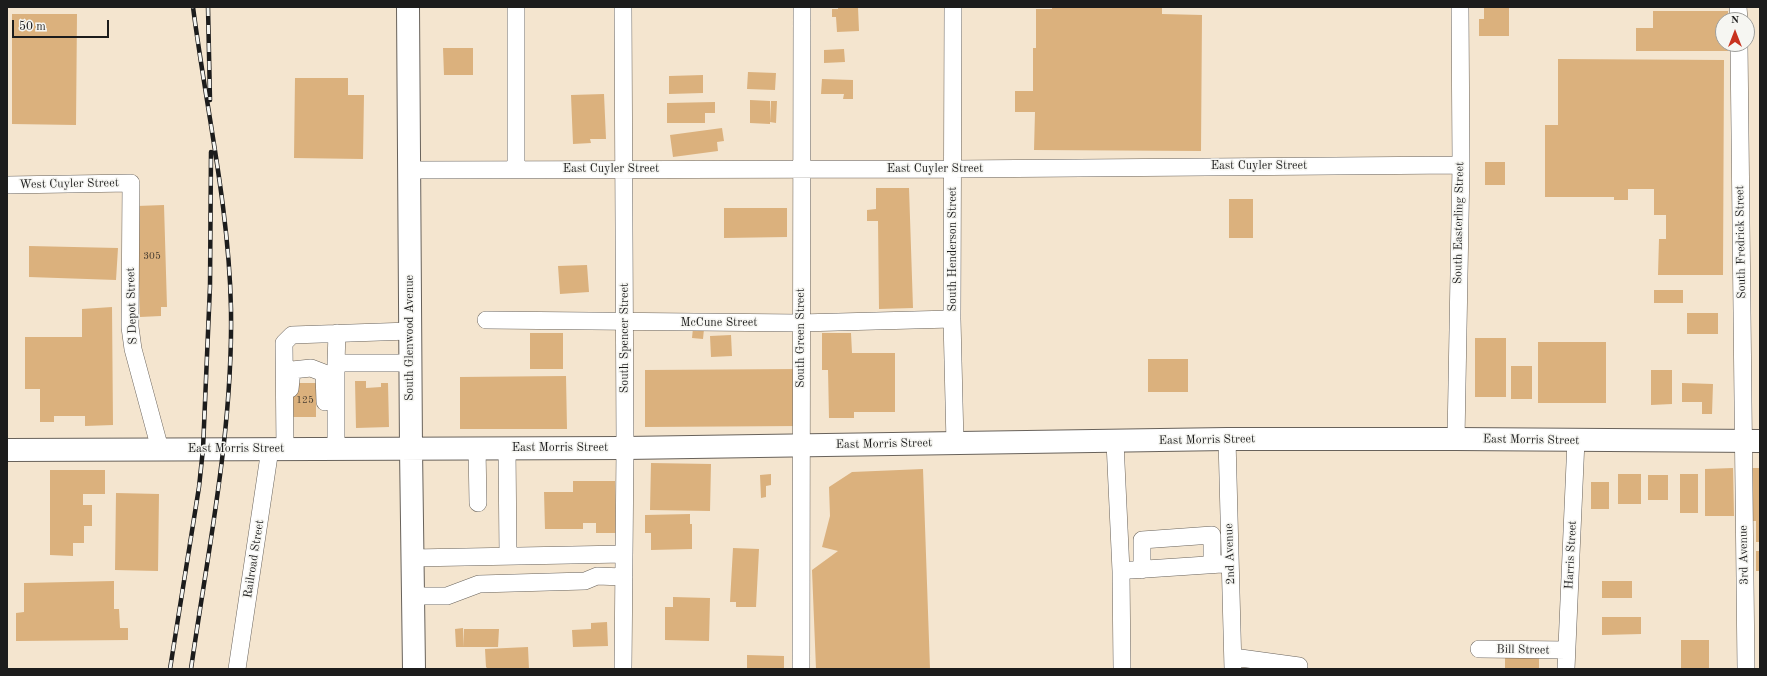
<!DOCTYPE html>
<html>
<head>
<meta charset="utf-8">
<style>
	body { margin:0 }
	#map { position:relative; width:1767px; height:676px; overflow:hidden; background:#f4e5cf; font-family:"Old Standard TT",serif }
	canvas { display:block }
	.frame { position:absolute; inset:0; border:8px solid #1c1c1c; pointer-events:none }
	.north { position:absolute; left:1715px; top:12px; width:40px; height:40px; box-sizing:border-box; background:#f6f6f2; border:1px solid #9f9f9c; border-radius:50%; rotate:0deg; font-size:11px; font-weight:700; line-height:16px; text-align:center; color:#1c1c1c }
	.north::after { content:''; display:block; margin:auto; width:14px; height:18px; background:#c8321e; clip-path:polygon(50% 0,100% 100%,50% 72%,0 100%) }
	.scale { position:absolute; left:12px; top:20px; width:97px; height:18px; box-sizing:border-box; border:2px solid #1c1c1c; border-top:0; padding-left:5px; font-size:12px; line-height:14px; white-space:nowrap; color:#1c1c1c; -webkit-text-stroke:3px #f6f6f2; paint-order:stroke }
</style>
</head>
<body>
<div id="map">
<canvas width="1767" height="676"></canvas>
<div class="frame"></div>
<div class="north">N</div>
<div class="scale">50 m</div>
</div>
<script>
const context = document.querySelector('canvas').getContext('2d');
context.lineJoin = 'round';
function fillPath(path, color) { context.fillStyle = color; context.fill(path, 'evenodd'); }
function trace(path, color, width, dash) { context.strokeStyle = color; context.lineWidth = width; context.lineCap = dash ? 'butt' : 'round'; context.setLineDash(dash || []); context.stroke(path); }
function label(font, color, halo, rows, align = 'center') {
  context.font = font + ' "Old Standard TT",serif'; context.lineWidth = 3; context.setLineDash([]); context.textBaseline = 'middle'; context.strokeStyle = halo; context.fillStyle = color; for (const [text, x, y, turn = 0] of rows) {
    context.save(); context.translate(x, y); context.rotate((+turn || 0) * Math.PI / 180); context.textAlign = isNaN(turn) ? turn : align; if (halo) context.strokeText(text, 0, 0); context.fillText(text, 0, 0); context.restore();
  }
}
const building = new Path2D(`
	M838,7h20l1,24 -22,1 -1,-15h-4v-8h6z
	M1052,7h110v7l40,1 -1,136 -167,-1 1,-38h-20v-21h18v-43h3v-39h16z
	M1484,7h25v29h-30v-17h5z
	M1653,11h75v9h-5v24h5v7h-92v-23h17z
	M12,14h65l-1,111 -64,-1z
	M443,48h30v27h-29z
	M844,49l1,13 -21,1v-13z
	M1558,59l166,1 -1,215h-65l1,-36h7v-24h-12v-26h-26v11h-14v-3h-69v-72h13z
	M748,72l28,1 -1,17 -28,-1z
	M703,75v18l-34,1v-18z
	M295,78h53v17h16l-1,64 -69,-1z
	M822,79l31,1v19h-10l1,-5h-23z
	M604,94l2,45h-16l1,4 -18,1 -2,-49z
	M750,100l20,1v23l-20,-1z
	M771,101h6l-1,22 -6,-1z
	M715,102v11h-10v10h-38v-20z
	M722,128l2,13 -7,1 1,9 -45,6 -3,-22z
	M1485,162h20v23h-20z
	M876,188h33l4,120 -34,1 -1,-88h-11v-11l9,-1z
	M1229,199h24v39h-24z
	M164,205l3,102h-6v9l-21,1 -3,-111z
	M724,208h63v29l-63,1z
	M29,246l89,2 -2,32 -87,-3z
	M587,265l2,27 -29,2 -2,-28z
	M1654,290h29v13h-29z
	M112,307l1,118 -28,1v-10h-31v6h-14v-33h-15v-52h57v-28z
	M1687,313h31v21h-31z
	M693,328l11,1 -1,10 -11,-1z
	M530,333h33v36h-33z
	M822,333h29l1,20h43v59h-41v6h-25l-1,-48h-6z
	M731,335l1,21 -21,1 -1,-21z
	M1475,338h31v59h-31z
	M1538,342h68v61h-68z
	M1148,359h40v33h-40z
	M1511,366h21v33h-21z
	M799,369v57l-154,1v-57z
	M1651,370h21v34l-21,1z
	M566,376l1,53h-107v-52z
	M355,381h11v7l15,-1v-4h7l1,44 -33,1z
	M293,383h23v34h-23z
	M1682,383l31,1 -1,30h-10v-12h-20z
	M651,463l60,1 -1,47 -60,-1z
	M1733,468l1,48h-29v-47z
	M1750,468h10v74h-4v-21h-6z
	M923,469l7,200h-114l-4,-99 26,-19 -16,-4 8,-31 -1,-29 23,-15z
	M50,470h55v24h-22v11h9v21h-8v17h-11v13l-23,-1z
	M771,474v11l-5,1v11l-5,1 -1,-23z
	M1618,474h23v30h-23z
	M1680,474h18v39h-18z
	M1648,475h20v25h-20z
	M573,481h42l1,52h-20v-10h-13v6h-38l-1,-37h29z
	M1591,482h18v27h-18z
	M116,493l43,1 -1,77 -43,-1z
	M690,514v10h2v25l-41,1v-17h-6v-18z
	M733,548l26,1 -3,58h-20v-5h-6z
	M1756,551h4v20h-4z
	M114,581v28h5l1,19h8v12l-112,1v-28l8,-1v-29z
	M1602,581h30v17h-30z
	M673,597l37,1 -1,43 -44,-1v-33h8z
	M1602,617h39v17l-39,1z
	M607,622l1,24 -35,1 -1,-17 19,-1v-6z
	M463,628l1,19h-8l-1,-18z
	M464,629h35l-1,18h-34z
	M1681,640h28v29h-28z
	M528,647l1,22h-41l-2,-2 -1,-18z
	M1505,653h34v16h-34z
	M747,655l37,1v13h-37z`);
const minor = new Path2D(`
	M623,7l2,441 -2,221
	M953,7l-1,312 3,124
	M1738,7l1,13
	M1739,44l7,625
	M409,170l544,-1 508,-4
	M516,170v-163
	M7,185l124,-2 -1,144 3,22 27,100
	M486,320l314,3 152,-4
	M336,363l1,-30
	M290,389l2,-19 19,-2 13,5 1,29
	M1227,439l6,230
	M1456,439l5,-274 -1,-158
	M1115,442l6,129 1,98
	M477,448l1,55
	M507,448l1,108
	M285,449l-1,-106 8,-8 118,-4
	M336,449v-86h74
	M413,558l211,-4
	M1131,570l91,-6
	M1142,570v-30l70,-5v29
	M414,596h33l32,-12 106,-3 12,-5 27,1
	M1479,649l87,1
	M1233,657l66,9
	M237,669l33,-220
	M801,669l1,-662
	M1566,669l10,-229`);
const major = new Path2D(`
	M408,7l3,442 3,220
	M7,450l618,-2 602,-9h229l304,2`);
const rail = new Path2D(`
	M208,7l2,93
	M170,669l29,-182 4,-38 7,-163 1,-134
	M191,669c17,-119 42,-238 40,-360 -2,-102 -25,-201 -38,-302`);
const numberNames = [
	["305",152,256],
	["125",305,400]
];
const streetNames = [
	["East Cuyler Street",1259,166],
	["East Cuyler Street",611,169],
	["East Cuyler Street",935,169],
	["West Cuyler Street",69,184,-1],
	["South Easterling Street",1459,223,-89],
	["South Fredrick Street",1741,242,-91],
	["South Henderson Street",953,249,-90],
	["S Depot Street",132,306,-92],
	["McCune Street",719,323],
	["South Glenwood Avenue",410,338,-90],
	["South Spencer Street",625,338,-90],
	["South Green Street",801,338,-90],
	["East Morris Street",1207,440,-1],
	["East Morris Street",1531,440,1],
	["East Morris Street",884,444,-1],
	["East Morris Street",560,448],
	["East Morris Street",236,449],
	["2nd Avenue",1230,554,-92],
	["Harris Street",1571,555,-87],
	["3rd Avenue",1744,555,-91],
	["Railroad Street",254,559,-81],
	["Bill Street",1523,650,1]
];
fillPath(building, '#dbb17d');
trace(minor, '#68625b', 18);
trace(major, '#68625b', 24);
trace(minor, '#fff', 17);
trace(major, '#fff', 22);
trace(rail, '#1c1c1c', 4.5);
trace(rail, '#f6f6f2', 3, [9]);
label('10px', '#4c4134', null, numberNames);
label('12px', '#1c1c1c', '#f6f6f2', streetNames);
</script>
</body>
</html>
---
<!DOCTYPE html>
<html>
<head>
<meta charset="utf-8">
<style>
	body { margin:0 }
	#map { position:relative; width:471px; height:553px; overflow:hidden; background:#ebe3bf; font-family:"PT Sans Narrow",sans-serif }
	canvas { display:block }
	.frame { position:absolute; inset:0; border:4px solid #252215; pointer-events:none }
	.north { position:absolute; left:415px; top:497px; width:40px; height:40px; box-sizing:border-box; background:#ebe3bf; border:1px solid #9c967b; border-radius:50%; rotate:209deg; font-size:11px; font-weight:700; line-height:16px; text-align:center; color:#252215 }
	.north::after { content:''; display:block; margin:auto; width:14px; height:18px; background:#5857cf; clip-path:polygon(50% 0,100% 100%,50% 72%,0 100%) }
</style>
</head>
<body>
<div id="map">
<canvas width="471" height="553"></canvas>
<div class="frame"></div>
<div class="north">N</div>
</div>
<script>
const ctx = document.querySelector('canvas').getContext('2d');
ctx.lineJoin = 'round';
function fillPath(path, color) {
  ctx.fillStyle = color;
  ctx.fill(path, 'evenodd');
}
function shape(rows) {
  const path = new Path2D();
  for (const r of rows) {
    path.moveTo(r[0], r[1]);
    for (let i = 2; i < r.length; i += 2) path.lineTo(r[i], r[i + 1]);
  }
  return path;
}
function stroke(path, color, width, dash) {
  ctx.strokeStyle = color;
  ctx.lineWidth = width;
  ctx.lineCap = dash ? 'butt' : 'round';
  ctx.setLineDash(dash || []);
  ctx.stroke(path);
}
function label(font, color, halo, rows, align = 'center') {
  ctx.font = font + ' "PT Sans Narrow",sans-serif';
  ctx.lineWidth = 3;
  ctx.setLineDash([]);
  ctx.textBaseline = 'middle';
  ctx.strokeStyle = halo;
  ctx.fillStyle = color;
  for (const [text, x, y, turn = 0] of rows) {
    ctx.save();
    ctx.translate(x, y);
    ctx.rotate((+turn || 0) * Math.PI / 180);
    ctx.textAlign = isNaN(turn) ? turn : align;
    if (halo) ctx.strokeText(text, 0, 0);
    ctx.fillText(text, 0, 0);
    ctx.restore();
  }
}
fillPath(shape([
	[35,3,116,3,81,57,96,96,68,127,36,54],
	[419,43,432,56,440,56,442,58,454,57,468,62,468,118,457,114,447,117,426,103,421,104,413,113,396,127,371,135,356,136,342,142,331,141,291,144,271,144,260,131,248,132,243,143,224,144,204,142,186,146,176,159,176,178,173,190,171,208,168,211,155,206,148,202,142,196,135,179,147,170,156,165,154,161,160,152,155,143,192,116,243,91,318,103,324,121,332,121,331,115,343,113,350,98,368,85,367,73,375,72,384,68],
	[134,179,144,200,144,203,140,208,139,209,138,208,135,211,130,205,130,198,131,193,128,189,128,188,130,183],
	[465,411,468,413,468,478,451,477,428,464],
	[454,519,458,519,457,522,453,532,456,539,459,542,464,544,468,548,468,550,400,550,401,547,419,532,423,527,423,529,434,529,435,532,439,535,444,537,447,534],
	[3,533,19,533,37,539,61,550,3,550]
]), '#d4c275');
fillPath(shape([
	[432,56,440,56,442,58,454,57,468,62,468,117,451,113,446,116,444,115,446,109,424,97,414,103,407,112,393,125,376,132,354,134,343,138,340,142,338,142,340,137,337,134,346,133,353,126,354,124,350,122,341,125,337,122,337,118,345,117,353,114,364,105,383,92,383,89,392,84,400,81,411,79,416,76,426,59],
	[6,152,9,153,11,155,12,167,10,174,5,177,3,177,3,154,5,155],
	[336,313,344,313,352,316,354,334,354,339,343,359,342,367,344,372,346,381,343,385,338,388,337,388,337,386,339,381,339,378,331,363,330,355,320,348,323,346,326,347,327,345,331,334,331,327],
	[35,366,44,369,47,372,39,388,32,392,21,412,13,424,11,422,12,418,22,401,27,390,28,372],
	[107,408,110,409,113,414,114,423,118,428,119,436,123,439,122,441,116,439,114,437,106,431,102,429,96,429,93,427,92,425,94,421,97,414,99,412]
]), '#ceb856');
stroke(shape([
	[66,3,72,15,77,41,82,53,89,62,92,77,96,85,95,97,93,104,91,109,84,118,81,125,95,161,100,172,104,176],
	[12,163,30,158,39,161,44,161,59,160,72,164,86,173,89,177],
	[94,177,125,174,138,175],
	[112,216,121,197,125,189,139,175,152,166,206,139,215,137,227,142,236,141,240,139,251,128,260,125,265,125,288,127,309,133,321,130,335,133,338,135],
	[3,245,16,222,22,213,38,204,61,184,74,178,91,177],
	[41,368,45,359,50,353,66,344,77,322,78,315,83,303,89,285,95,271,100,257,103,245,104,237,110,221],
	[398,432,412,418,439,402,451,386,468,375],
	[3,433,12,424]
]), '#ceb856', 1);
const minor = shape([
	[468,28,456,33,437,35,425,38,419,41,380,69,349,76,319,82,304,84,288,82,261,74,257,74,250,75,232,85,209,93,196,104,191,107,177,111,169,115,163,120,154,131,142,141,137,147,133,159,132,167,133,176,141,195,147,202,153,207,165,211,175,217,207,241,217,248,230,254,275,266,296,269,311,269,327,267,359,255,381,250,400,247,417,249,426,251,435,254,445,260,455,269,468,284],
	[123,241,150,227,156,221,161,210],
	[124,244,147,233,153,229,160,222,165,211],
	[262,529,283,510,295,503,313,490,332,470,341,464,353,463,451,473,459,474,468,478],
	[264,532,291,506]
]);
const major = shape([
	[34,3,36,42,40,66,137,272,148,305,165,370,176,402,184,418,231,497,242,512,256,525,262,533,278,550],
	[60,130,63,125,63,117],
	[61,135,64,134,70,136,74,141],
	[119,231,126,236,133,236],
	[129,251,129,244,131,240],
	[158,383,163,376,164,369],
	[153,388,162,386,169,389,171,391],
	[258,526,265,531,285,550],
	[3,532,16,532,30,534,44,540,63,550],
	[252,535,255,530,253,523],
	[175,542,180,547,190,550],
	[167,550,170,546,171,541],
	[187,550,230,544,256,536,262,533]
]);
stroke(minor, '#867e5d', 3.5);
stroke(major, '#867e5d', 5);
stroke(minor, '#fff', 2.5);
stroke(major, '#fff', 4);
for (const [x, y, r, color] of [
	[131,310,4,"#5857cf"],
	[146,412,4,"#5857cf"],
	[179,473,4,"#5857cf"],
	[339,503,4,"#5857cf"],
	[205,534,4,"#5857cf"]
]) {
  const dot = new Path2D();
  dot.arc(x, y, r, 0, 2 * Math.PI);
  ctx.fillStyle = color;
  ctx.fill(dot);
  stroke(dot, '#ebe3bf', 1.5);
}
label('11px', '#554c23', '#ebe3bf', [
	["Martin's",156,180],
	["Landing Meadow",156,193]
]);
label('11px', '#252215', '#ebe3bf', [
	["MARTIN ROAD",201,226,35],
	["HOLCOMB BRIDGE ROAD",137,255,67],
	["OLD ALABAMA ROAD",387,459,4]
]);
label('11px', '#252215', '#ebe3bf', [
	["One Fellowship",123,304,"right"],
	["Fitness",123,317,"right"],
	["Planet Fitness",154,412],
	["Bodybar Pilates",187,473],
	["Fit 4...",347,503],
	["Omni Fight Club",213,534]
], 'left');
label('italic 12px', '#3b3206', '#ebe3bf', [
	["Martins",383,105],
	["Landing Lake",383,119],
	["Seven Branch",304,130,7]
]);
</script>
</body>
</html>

• _What the exercise asks_: Could you repeat exactly the lines above from the line with "M408,7l3,442 3,220" up to and including the line with "trace(rail, '#1c1c1c', 4.5);", and only those?

• _Expected output_:
	M408,7l3,442 3,220
	M7,450l618,-2 602,-9h229l304,2`);
const rail = new Path2D(`
	M208,7l2,93
	M170,669l29,-182 4,-38 7,-163 1,-134
	M191,669c17,-119 42,-238 40,-360 -2,-102 -25,-201 -38,-302`);
const numberNames = [
	["305",152,256],
	["125",305,400]
];
const streetNames = [
	["East Cuyler Street",1259,166],
	["East Cuyler Street",611,169],
	["East Cuyler Street",935,169],
	["West Cuyler Street",69,184,-1],
	["South Easterling Street",1459,223,-89],
	["South Fredrick Street",1741,242,-91],
	["South Henderson Street",953,249,-90],
	["S Depot Street",132,306,-92],
	["McCune Street",719,323],
	["South Glenwood Avenue",410,338,-90],
	["South Spencer Street",625,338,-90],
	["South Green Street",801,338,-90],
	["East Morris Street",1207,440,-1],
	["East Morris Street",1531,440,1],
	["East Morris Street",884,444,-1],
	["East Morris Street",560,448],
	["East Morris Street",236,449],
	["2nd Avenue",1230,554,-92],
	["Harris Street",1571,555,-87],
	["3rd Avenue",1744,555,-91],
	["Railroad Street",254,559,-81],
	["Bill Street",1523,650,1]
];
fillPath(building, '#dbb17d');
trace(minor, '#68625b', 18);
trace(major, '#68625b', 24);
trace(minor, '#fff', 17);
trace(major, '#fff', 22);
trace(rail, '#1c1c1c', 4.5);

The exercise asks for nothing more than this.